Psychological Infertility. Experiment "psychosomatics"

Video: Psychological Infertility. Experiment "psychosomatics"

Video: Psychological Infertility. Experiment
Video: Stress and Psychosomatics. How not to ruin oneself? Psychology. Discovering the Truth. Episode 7 2024, May
Psychological Infertility. Experiment "psychosomatics"
Psychological Infertility. Experiment "psychosomatics"
Anonim

When people hear the expression "psychological infertility", an image is most often drawn in their heads that facilitate the essence of the situation. It's one thing when a man or woman has some kind of pathology - you need to look for it, treat it, wait for the result, select and try something again (and God forbid you know that the pathology is incurable). And "psychological" is kind of simple - your wrong thoughts or attitudes that need to be changed and everything will fall into place. However, such an understanding of the issue more often leads to disappointment than to the real result. This path becomes especially difficult for our girls who have gone abroad. Because having received the maximum of modern medicine "treatment according to the protocol", but without becoming a mother, they can either accept or look for various alternative and experimental methods.
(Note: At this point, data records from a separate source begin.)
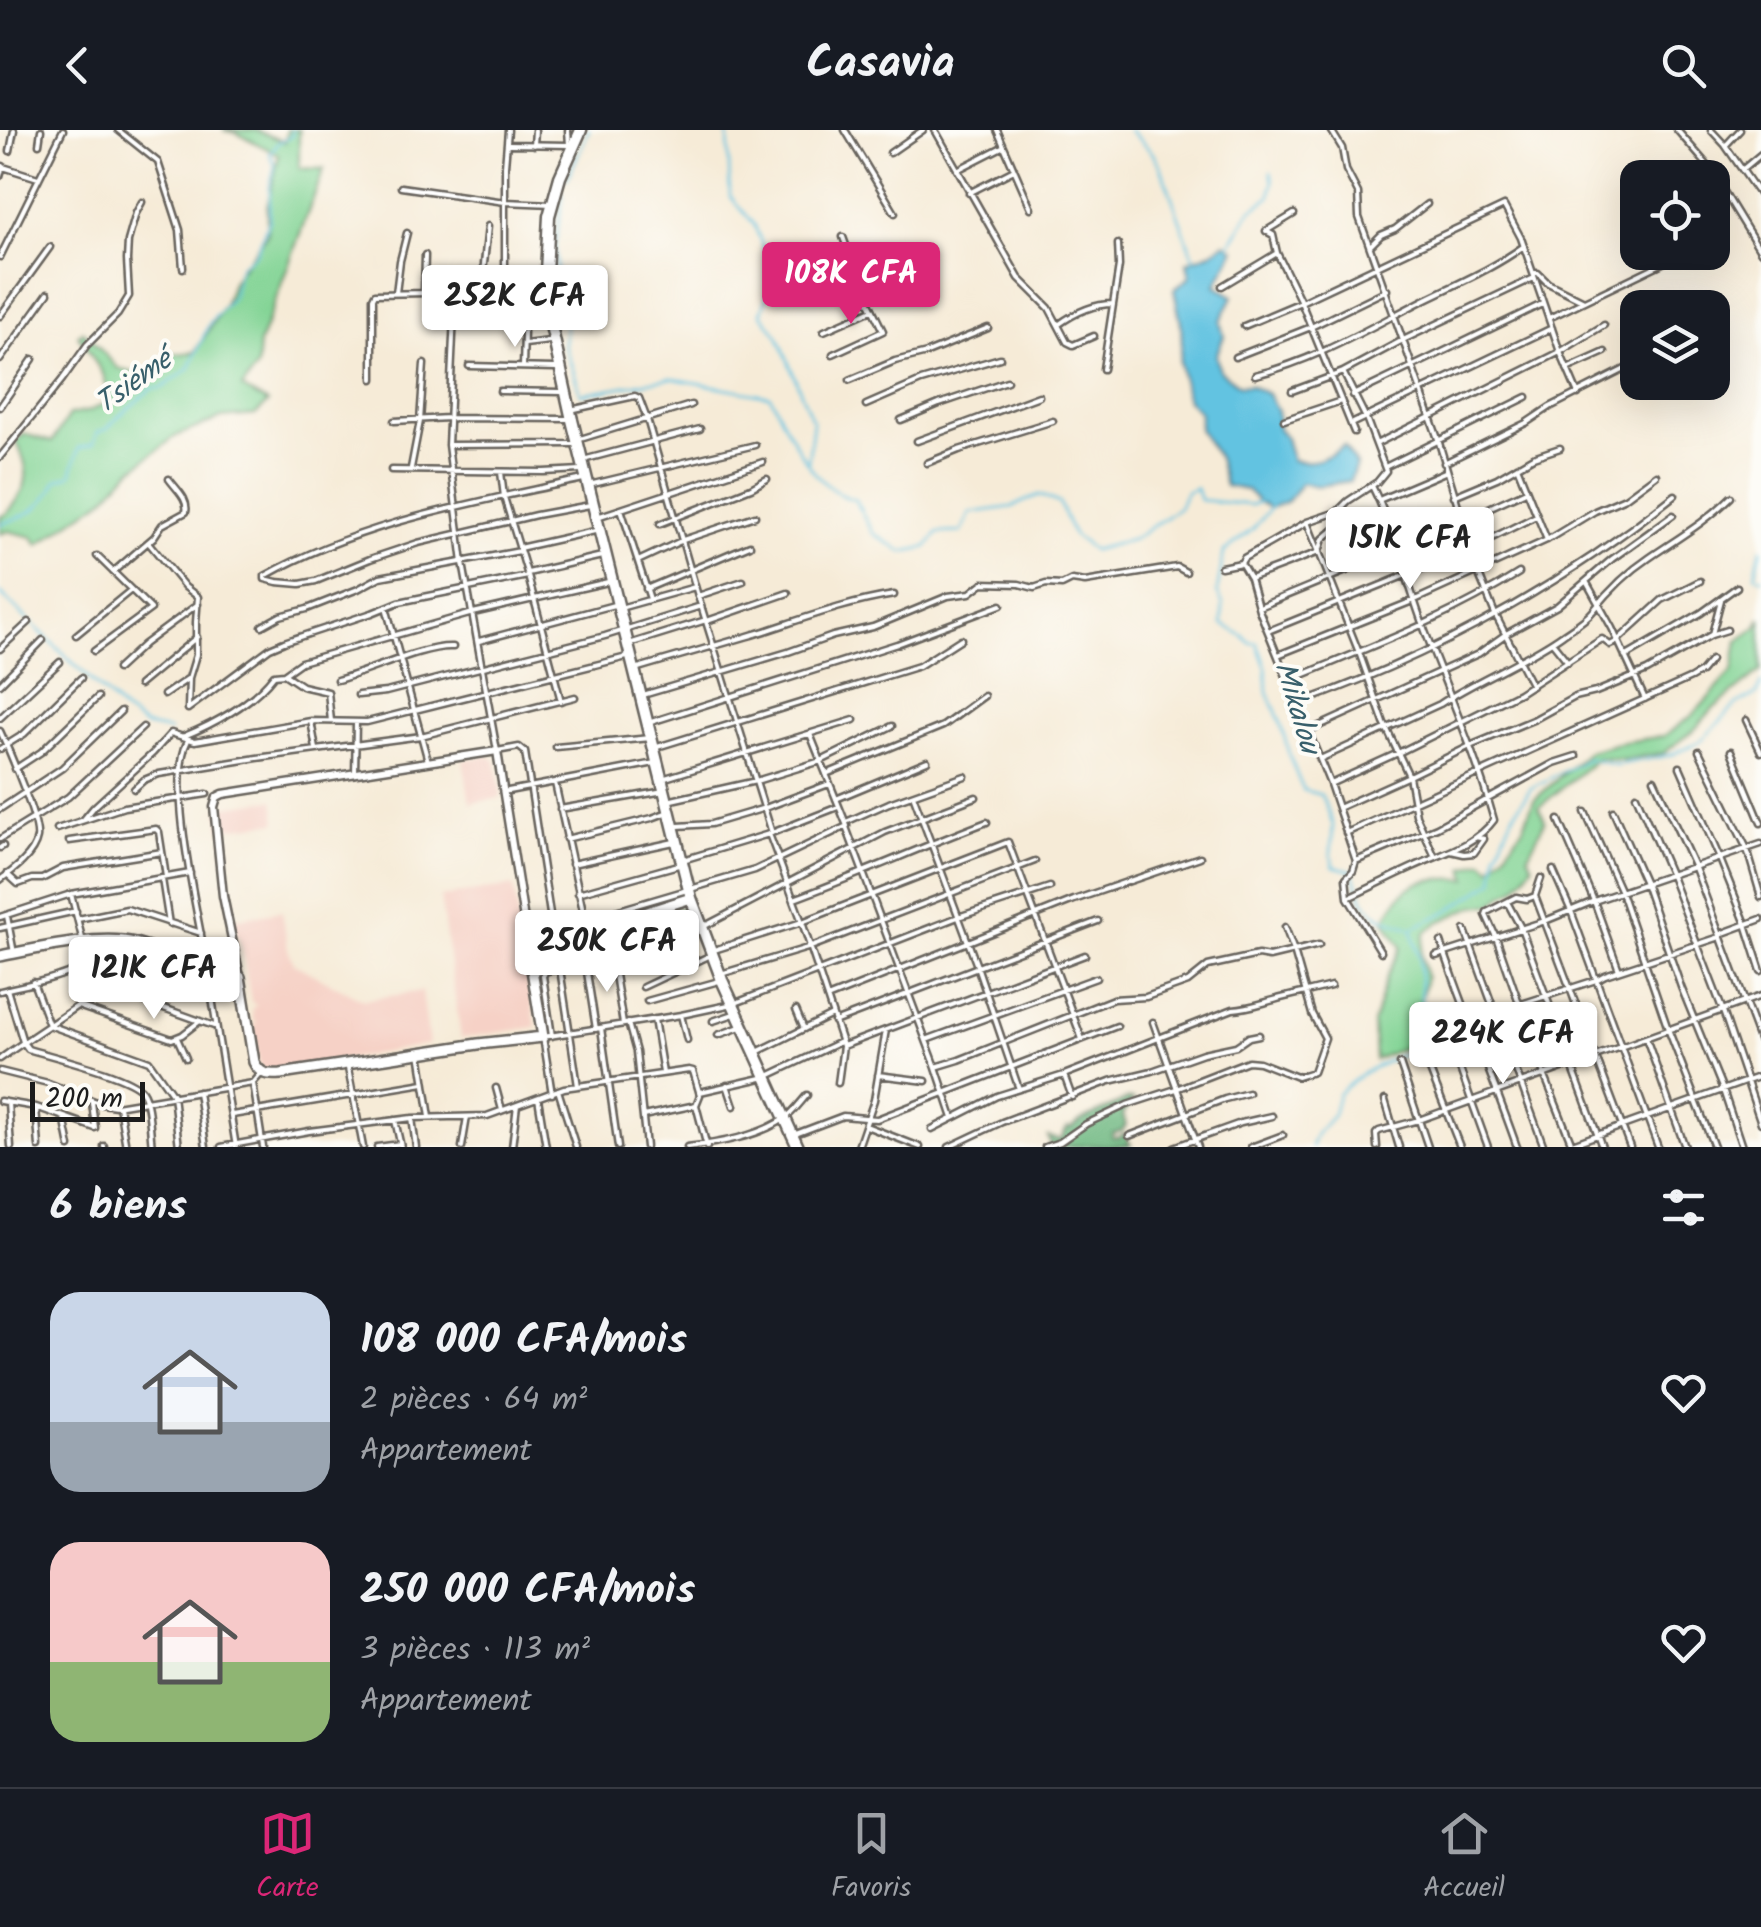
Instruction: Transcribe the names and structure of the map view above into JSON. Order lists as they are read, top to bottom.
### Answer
{
  "water": ["Tsiémé", "Mikalou"],
  "scale_bar": "200 m",
  "page": {
    "header": "Casavia",
    "price": [
      "108K CFA",
      "252K CFA",
      "151K CFA",
      "250K CFA",
      "121K CFA",
      "224K CFA"
    ],
    "scale": "200 m",
    "heading": "6 biens",
    "list": [
      {
        "name": "108 000 CFA/mois",
        "note": "2 pièces · 64 m² · Appartement"
      },
      {
        "name": "250 000 CFA/mois",
        "note": "3 pièces · 113 m² · Appartement"
      }
    ],
    "tabs": ["Carte", "Favoris", "Accueil"]
  }
}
"Psychosomatics" in this case really becomes nothing more than an experiment. Because before we get what we want, we can break a single spear.

If earlier we did not know anything about psychosomatics, then filtering information will certainly be more difficult, and the first thing that the Internet will tell us in one way or another will be reduced to "metaphysics" - a kind of esoteric interpretation of a symptom. We will be told that the reason for this state is most likely fear (!?) And resistance to any intra-clan relationships, lack of trust in the world and natural processes, etc. acceptance. The age-old question "will it become sweeter in your mouth if you talk about halva all the time"? Sometimes it will. If we discard the element of the inexplicable placebo effect, in practice there are often such cases that we call "situational" psychosomatics.
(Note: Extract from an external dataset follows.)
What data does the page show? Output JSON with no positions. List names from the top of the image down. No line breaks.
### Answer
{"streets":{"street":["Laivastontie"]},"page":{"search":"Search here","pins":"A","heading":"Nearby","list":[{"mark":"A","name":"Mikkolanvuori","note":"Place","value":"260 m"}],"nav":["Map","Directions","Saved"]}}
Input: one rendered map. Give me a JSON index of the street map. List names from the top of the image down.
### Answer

For the first time, faced with the fact that pregnancy has not occurred, the expectant mother begins to worry (read to worry). Then the body enters a state of expectation of war. Surveys begin, not always pleasant manipulations, financial costs, a premonition of negativity, as a result, general anxiety increases (with each unsuccessful attempt, anxiety becomes more and more). Inevitably, the hormonal background changes, a general tension of all systems appears, the immune system begins to actively respond to all unusual and new processes, etc. Even after it becomes known that both partners are healthy and can have children, this cocktail will not dissolve immediately. Then time and yoga or meditation, any method of relaxation and regaining self-confidence create a "miracle" and the experiment can be considered a success. Anxiety recedes and the stimulated organism gives a result. But in real practice there are only a few girls with similar problems. Others have no choice but to experiment further.

The more we learn and understand, the sooner we will reach the point that if there is a psychological component in our problem, then it is unlikely that it lies on the surface and one of the most effective experiments can be considered further work with a psychologist. There is no mysticism here. Until we faced the problem of infertility, we never particularly thought about our attitude to a number of aspects of motherhood. But the psychologist asks specific questions and cleverly bypasses the defense mechanisms of our psyche, which allows us to cash out a number of psychological conflicts-inconsistencies to which we cannot answer unequivocally. Unconsciously, we doubt and choose, and our body also takes a reproductive pause. Gynecologists are well aware of this phenomenon against a background of severe stress, when menstruation stops and a woman cannot have children in a given period. Psychologists are more likely to work with chronic stress, when the problem is not particularly acute, but constant. So the body gets used to ignoring it and seems to be working one hundred percent, while some of the functions remain suppressed, which leads to psychological infertility. "Everything seems to be fine, but something is constantly missing."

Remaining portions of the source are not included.